Today's first question comes from Neal Dingmann with Truist Securities.

Speaker 4

Steve, my question is - thanks for the data on those first 14 Giddings development wells. So really, I mean, both of my questions are that on topic, so maybe I'll just hit them both. And that's the first, could you all speak to your plan to tackle Giddings as you potentially return activity next year? And specifically, would you focus more on the 70,000 development acres? Or will you start delineating some of the remaining massive position there? And then really, just secondly, you talked about in that development area, lowering cost, and I'm just wondering how quickly, or if you can lower the cost, how that development area would compete with Karnes?

Speaker 2

We'll start with the next year. Our current plan is to take 1 rig and continue drilling in the 70,000-acre piece. If we can manage it within the 60%, maybe we'll take a half a rig next year and use that to exploit some of the other places but it's all driven. The model drives off of how much cash flow you have. Oil prices were $40, you get $0.01 of drilling activities; at $50 you get another.
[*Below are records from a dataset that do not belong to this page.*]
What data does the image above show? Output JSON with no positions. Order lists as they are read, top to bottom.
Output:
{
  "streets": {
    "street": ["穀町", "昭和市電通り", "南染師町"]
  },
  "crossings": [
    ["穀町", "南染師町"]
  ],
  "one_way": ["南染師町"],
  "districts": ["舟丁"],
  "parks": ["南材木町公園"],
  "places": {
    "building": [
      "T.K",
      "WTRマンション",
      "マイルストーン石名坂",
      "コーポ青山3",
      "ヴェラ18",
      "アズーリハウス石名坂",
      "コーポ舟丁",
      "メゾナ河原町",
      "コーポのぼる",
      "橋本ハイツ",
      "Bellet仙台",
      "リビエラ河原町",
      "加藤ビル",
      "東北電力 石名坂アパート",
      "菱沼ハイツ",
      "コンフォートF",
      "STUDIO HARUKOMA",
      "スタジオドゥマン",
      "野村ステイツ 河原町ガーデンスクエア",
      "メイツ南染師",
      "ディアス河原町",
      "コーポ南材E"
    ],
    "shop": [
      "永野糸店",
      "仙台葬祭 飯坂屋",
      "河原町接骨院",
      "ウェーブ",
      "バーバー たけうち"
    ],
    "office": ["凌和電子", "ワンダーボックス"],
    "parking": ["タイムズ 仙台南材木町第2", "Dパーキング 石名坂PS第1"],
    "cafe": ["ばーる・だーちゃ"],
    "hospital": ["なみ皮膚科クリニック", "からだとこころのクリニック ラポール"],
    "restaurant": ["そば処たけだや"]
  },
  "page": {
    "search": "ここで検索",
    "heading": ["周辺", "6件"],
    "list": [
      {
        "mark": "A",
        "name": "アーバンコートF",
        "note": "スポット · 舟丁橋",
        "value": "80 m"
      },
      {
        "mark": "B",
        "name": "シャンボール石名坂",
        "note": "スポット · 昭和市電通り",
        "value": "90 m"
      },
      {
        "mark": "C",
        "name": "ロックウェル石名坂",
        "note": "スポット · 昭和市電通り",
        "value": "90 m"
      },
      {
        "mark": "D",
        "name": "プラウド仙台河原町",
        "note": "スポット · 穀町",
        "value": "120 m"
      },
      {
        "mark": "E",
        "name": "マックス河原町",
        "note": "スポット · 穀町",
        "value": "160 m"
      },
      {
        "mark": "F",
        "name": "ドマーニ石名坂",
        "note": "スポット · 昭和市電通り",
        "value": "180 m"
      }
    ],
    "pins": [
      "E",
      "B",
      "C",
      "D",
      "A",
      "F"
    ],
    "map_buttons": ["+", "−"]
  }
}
We would also expect that at some point next year, we would complete some of the Karnes wells. We also see that there will be a pickup in activity in Karnes from the non-op players, although we don't have any real numbers for that. The costs will come down, for sure, because our base drilling costs have declined sharply in the last few months, and we're making really good progress on that. It comes from drilling in the same area, and you don't have to be quite as cautious as you were in some ways, three counties away. So I'm pretty confident in what declining well costs. The Karnes wells just are shaped differently. You get a whole bunch of the production very quickly, and then you have a long period of modest production. The Karnes well, as you can see, all look sort of like this. You have pretty flat production. You start getting declines maybe 3 months afterwards, but the decline is much shallower. The ultimate recoverable barrels will be significantly higher than the Karnes well. You get your money back quicker in the Karnes well, but you have to get more barrels. And if you're in a low-price oil environment and you think it's going to get better over time, you want to stretch your barrels over time rather than sort of produce them all at once. It's not until - if you start with the 60%, and you say you're not going to exceed that, that’s what guides the business. It actually creates the outcome. In a $100 oil environment or $80 environment, we probably would switch to all Karnes drilling; I'm exaggerating the number slightly. But because you want to reach that $80 or whatever it is as quickly as you can to get your money back real quick. In a low-price environment, you want to stretch the production over time. First cost goes down, and they will come down pretty nicely; they're already really down.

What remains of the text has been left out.